В руках у проводника теперь был уже не кулек, а целый мешок: кулька не хватило, и он снял грязную наволочку с подушки, наполнил ее. Мы ждали, что, отойдя в сторонку, он сейчас высыплет содержимое наволочки перед собакой где-нибудь под кустом или сперва угостит лакомым кусочком, а после отдаст остальное. Но — нет: потрепав собаку по загривку, как старую знакомую, он сразу заторопился куда-то прочь; животное потащилось за ним. Оба скрылись за углом.

Проводник вернулся, когда мы уже начали опасаться, что он опоздает к отправлению поезда. Наволочка была пуста, на лице его читалось выражение спокойного удовлетворения. Казалось, человек сделал что-то важное, необходимое, и теперь совесть его чиста.

— Это что — твоя подшефная? Давно ты обслуживаешь ее? — спросил преферансист. — А хозяин что, не кормит?

Со свойственной этой категории людей прямолинейностью и грубоватой, но не обидной фамильярностью он, кажется, готов был подтрунивать над человеком в железнодорожной форменке, которому, видно, не хватало своего дела, что он еще заботился о какой-то полудохлой беспризорной псине.

— Хозяина нет. Она ничья. Хозяева все мы…

«Хозяева все мы». Прозвучало строго и с укором.

И дальше мы узнали историю этого пса.

Когда-то овчарка принадлежала полковнику в отставке, ветерану Великой Отечественной войны. Человек одинокий и больной, он жил здесь, в пристанционном поселке, коротая дни в обществе собаки. Несколько лет назад он умер. Хоронить его приехали дальние родственники, друзья-однополчане. В траурной процессии вместе с людьми шла за гробом и собака. Вместе со всеми она присутствовала при погребении, видела, как, глухо стукнув, упали на крышку гроба первые пригоршни земли, как стал расти холмик, поставили звезду, напоминающую о ратных делах и заслугах покойного. Отзвучали прощальные речи, отзвучал последний прощальный салют, люди ушли, а собака осталась.

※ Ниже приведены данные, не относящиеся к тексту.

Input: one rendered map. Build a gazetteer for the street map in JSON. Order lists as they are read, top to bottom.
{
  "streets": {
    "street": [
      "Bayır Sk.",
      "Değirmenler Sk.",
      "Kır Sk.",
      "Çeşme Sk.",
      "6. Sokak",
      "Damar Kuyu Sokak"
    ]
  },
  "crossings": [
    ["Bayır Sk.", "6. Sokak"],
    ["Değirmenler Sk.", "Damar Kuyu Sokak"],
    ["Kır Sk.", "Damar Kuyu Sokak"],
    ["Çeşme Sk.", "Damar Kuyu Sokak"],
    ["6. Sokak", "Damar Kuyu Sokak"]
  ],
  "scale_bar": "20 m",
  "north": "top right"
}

Она стала жить на кладбище. Она не хотела покинуть место вечного упокоения дорогого ей человека, не соглашалась расстаться с ним. Кто-то построил ей будку рядом с могилой. Там она и жила, неся круглосуточную свою последнюю вахту — в летний зной и в зимнюю стужу, в дождь и в пургу… Добрые люди приносили еду; но когда-то принесут, а когда-то и не принесут… Голод вынуждал ее выходить и искать себе пропитание на станции. И вот там однажды она встретилась с проводником. Сколько людей прошло мимо нее, не заинтересовавшись, зачем она тут, чья, что делает. Он — не прошел. Он оказался человеком доброй души, он покормил, приласкал ее, — и с тех пор, вот уже в течение нескольких лет, она неизменно являлась на свидание к нему. Без расписания и часов она превосходно знала, когда приходил поезд, шел ли он в ту или в другую сторону, и не опоздала ни разу. А он в свою очередь каждый раз исправно собирал остатки пассажирских пиршеств и относил ей в конуру на кладбище. Ей хватало, чтоб не умереть. Наверное, если бы не он, она давно бы погибла.

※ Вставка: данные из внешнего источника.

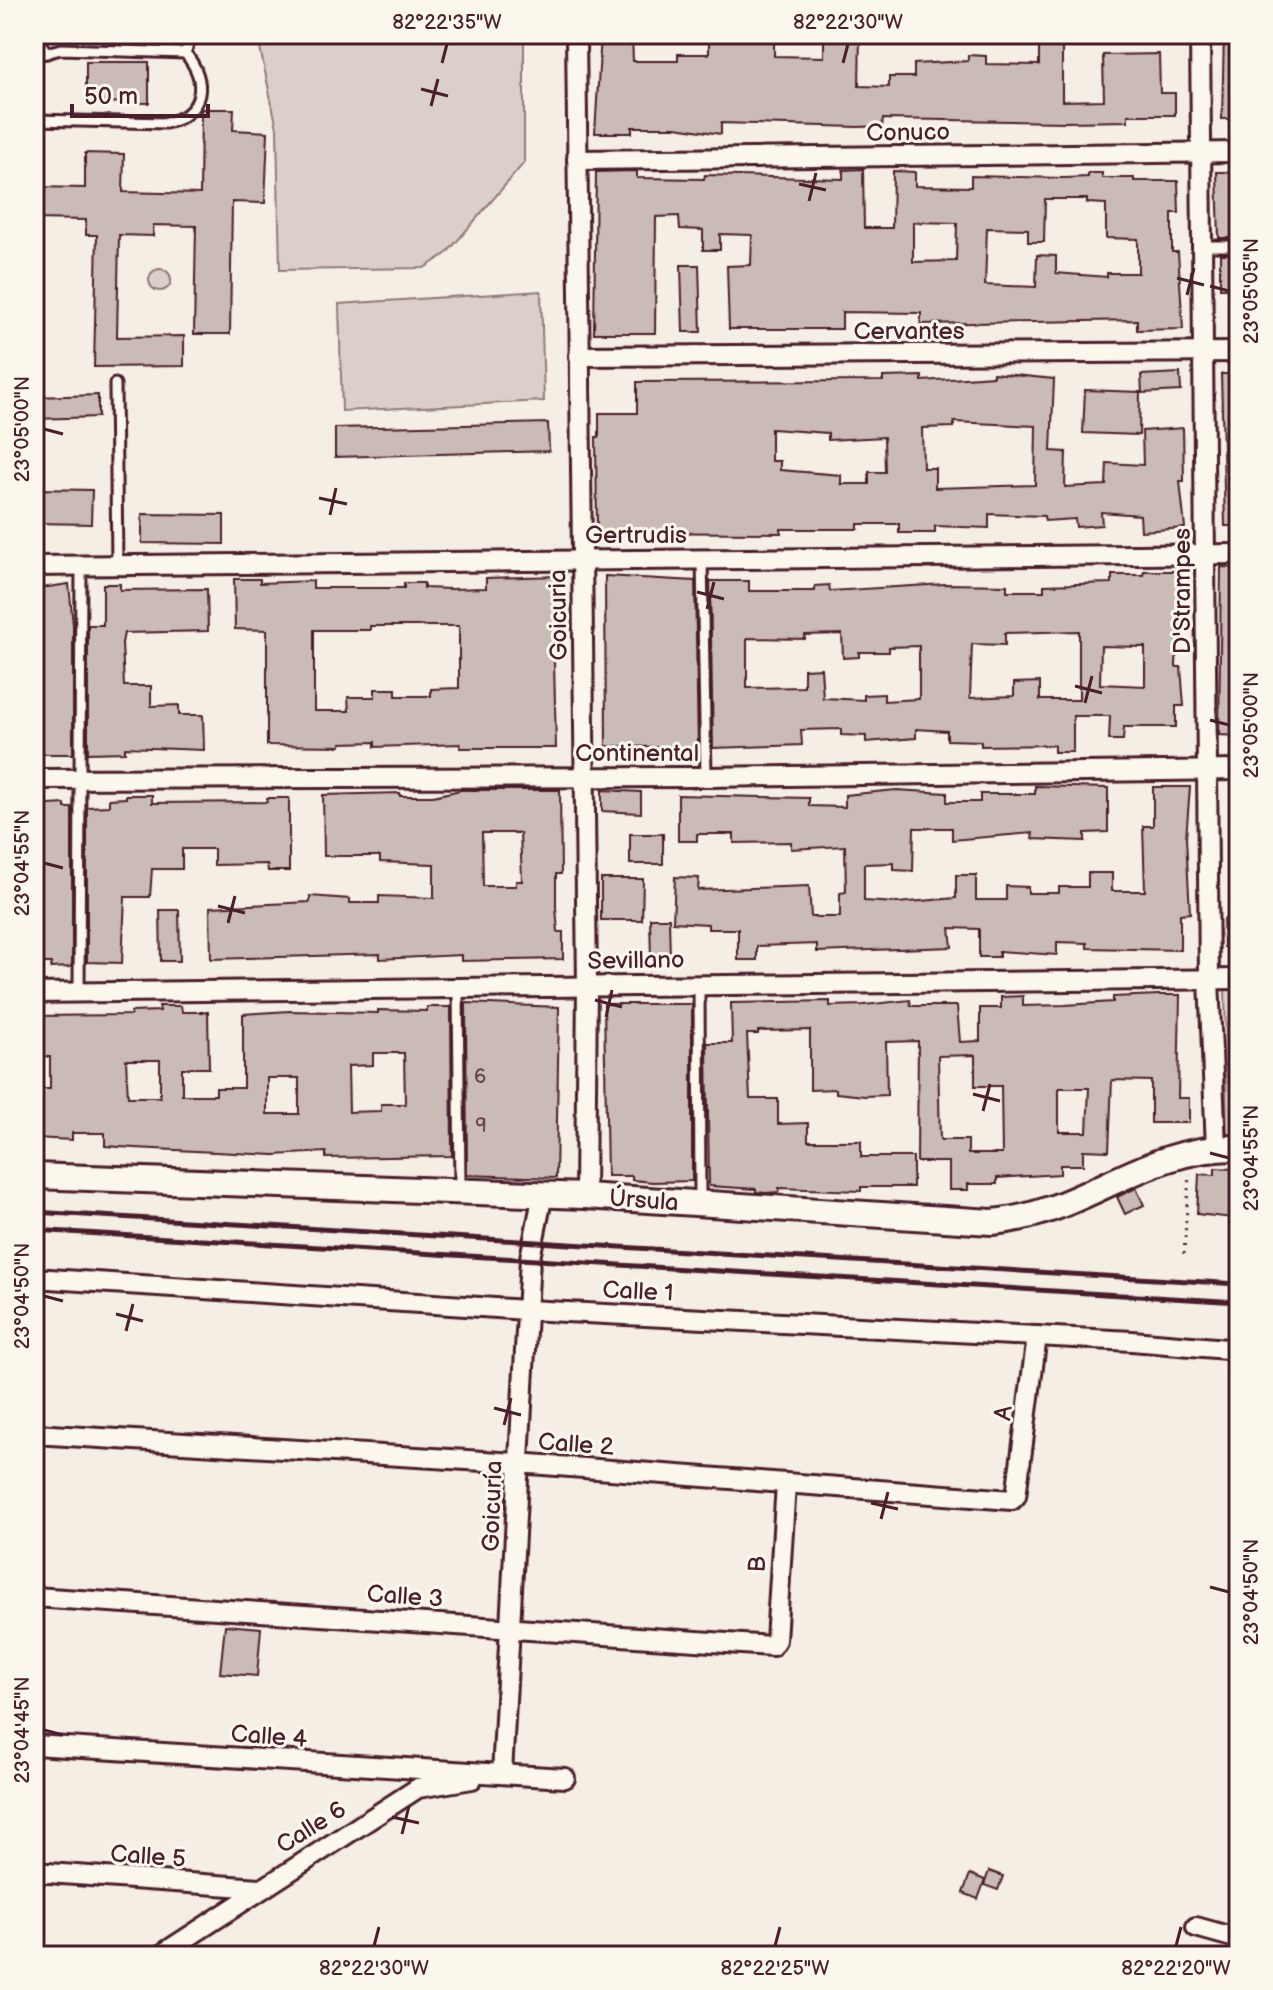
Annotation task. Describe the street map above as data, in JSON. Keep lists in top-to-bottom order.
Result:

Вероятно, по-своему она привязалась к нему, хотя бурно не выражала своих чувств, — он ведь был теперь единственным человеком на всем белом свете, благодаря заботам которого она продолжала существовать.

— И вот что особенно удивительно, — говорил проводник. — Ведь расписание два раза в году, весной и осенью, меняется. Спросить она не может. Прочитать, само собой разумеется, тоже не может. Но каким-то удивительным инстинктом она всегда вовремя узнает об этом и, глядишь, опять тут…

Он помолчал и добавил:

— И ни разу она не пыталась зайти за мной в вагон, ну, никак. Звал — нейдет…

Нет. Она знала и ждала его, радовалась всякий раз, когда на перроне появлялась знакомая приземистая фигура немолодого мужчины в привычной форменной фуражке железнодорожного служащего, но ни разу не изменила тому, мертвому.

— Что же вы раньше не сказали мне! — закричал наш спутник майор. Швырнув на сиденье щегольской чемодан желтой кожи, он рывком отбросил крышку и, выхватив полкруга дорогой копченой колбасы, ткнул проводнику: — Нате! Отнесите ей!

— Не успеть, — покачал тот головой. — Завтра мне ехать с обратным рейсом, вот тогда я передам ваш подарок…

— Возьмите и это, — сказала студентка, протягивая кусок аппетитного домашнего пирога. Поделились все, кто чем мог.

Поезд тронулся, унося воспоминание о прекрасном преданном существе. Колеса отстукивали километры, а мы все что-то притихли, приумолкли, и у всех в глазах стояло это удивительное создание, которое даже после смерти хозяина продолжало хранить ему верность. У студентки на глазах блестели слезы.

А мне вспомнилось.

Во Львове, на знаменитом Лычаковском кладбище, есть скромный памятник. Ему много лет, стерлись надписи, выветрился, стал шершавым, позеленел камень, но, побеждая время, продолжает оставаться ясным и светлым смысл памятника.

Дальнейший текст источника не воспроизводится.